Description of the task: Where a line in the listing contains the string "Railway", copy that line out.

+--

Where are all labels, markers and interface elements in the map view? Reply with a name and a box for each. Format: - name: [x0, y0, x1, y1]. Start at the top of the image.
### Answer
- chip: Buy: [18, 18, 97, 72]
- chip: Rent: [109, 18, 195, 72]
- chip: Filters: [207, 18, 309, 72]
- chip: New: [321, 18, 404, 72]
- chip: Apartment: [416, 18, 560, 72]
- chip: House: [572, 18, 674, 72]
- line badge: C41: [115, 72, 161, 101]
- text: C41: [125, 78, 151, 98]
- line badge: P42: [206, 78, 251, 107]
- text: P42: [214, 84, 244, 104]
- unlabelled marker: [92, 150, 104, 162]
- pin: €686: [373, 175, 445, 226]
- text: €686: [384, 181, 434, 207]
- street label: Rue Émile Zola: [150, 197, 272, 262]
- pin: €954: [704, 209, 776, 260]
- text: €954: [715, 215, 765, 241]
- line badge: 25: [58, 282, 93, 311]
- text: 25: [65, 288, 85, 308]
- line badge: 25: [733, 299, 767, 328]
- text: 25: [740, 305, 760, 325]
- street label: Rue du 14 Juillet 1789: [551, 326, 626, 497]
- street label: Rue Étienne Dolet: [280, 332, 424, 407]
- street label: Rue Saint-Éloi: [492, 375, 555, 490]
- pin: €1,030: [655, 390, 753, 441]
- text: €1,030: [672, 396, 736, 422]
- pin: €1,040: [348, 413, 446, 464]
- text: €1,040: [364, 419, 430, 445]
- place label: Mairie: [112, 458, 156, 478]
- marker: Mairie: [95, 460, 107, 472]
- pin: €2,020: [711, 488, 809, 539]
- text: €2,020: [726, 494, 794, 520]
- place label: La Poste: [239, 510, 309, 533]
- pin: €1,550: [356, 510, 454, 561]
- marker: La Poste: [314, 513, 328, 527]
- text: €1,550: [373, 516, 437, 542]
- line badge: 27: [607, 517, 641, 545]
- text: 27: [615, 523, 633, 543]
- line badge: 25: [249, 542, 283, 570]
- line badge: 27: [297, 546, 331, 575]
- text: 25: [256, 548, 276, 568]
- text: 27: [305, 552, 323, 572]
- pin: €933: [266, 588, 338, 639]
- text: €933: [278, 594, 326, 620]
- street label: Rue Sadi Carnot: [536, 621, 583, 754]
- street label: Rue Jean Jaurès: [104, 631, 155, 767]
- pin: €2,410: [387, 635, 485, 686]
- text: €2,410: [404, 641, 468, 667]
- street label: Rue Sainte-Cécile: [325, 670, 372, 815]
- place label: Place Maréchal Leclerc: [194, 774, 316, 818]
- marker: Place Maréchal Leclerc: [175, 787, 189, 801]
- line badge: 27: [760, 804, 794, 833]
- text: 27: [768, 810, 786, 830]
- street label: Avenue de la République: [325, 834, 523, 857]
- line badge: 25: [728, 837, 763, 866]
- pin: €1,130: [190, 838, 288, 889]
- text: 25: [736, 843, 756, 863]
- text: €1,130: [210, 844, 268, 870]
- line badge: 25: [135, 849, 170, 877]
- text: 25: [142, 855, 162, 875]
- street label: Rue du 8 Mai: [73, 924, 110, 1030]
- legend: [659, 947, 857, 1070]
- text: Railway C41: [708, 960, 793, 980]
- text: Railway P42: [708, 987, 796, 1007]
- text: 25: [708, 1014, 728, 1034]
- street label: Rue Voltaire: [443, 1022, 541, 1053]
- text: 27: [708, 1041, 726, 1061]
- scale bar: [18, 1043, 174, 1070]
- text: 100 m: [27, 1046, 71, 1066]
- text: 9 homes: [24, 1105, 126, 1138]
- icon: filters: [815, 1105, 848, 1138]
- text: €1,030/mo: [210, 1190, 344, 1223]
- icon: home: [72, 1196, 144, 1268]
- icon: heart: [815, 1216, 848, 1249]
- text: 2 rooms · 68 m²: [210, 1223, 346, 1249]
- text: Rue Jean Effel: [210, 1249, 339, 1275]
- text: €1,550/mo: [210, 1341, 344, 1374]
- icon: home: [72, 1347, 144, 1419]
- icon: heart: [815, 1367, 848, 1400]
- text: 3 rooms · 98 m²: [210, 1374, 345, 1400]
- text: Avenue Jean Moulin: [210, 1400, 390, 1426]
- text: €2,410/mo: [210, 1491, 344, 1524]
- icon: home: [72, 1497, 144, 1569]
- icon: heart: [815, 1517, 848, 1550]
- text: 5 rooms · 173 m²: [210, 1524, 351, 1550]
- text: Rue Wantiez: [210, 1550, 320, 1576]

+--

Problem solution:
- text: Railway C41: [708, 960, 793, 980]
- text: Railway P42: [708, 987, 796, 1007]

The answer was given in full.